[Collected data entries]
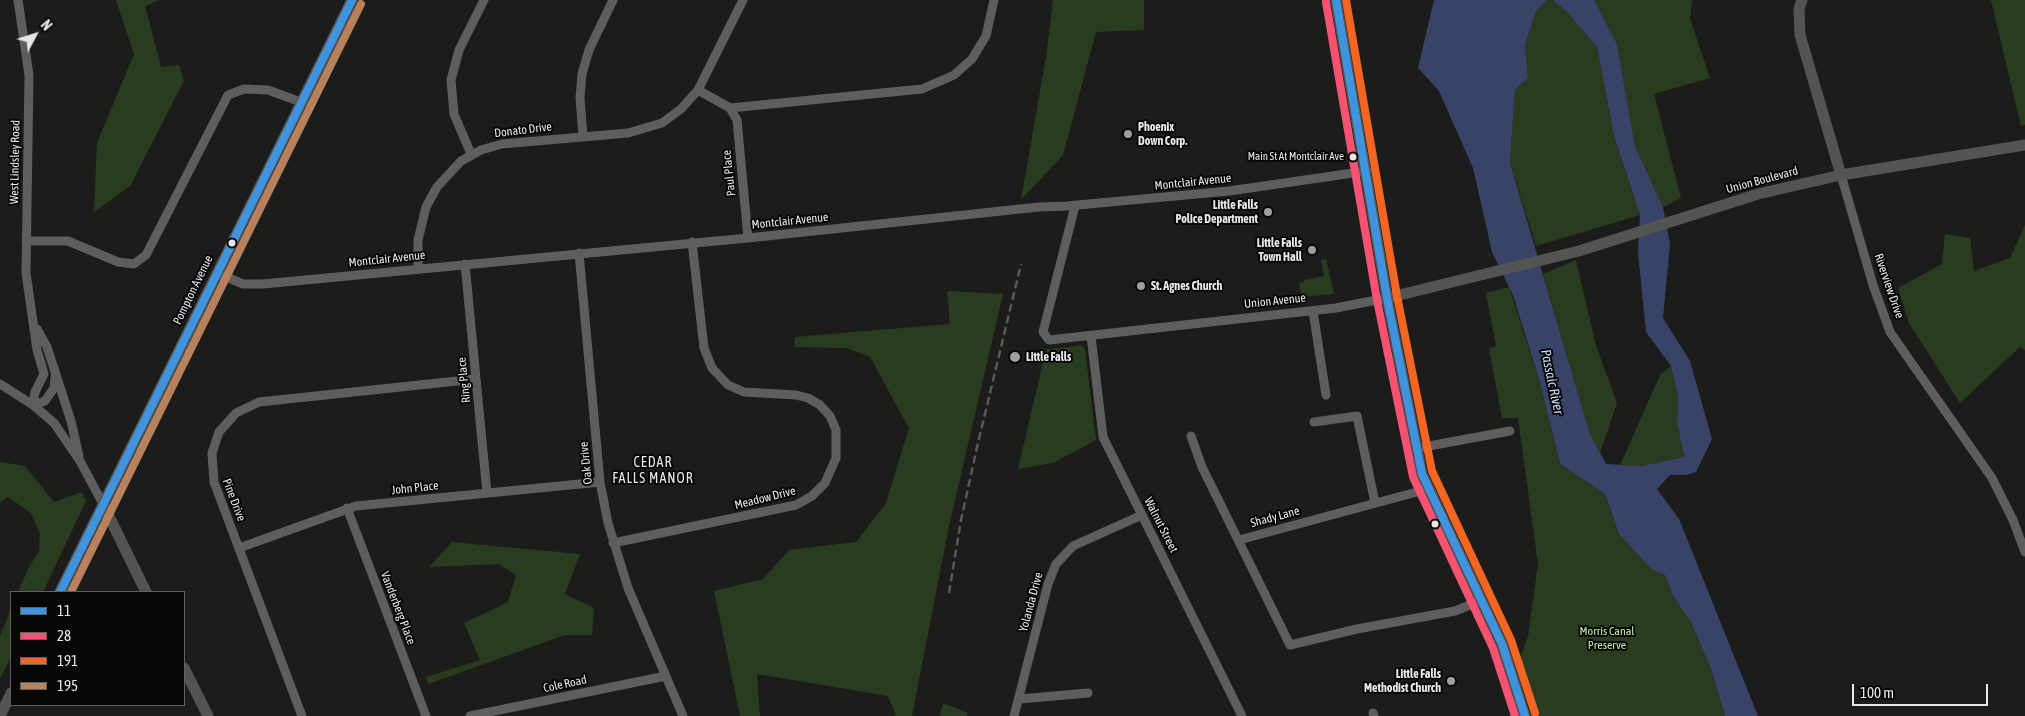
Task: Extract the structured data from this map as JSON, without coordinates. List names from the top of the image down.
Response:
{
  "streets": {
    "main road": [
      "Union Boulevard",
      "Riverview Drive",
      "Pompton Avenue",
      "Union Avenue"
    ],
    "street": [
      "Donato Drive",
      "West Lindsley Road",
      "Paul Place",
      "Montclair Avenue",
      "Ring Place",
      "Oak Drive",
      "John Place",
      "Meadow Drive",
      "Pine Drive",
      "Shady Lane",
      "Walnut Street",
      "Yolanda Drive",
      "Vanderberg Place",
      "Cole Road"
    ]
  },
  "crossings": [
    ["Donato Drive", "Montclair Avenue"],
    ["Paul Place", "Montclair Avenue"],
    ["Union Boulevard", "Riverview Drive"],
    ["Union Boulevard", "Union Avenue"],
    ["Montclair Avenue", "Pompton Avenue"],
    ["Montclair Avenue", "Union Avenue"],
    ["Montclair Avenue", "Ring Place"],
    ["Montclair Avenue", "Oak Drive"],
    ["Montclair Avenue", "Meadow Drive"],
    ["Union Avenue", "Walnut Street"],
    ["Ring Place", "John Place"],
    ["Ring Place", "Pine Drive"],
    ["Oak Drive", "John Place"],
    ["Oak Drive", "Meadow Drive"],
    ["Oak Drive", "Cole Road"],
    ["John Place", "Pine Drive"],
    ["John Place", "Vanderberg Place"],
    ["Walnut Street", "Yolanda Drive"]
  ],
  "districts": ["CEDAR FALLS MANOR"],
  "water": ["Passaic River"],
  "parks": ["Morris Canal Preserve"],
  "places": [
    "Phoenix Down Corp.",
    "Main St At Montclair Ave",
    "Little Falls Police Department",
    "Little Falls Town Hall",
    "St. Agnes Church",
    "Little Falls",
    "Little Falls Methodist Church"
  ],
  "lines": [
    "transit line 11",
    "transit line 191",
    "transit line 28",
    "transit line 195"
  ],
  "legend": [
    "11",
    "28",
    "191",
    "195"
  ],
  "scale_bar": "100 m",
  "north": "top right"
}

- [TO DO]: From the entries, copy every line in which the word "Avenue" occurs.

- [RESULT FOR THIS EXERCISE]:
      "Pompton Avenue",
      "Union Avenue"
      "Montclair Avenue",
    ["Donato Drive", "Montclair Avenue"],
    ["Paul Place", "Montclair Avenue"],
    ["Union Boulevard", "Union Avenue"],
    ["Montclair Avenue", "Pompton Avenue"],
    ["Montclair Avenue", "Union Avenue"],
    ["Montclair Avenue", "Ring Place"],
    ["Montclair Avenue", "Oak Drive"],
    ["Montclair Avenue", "Meadow Drive"],
    ["Union Avenue", "Walnut Street"],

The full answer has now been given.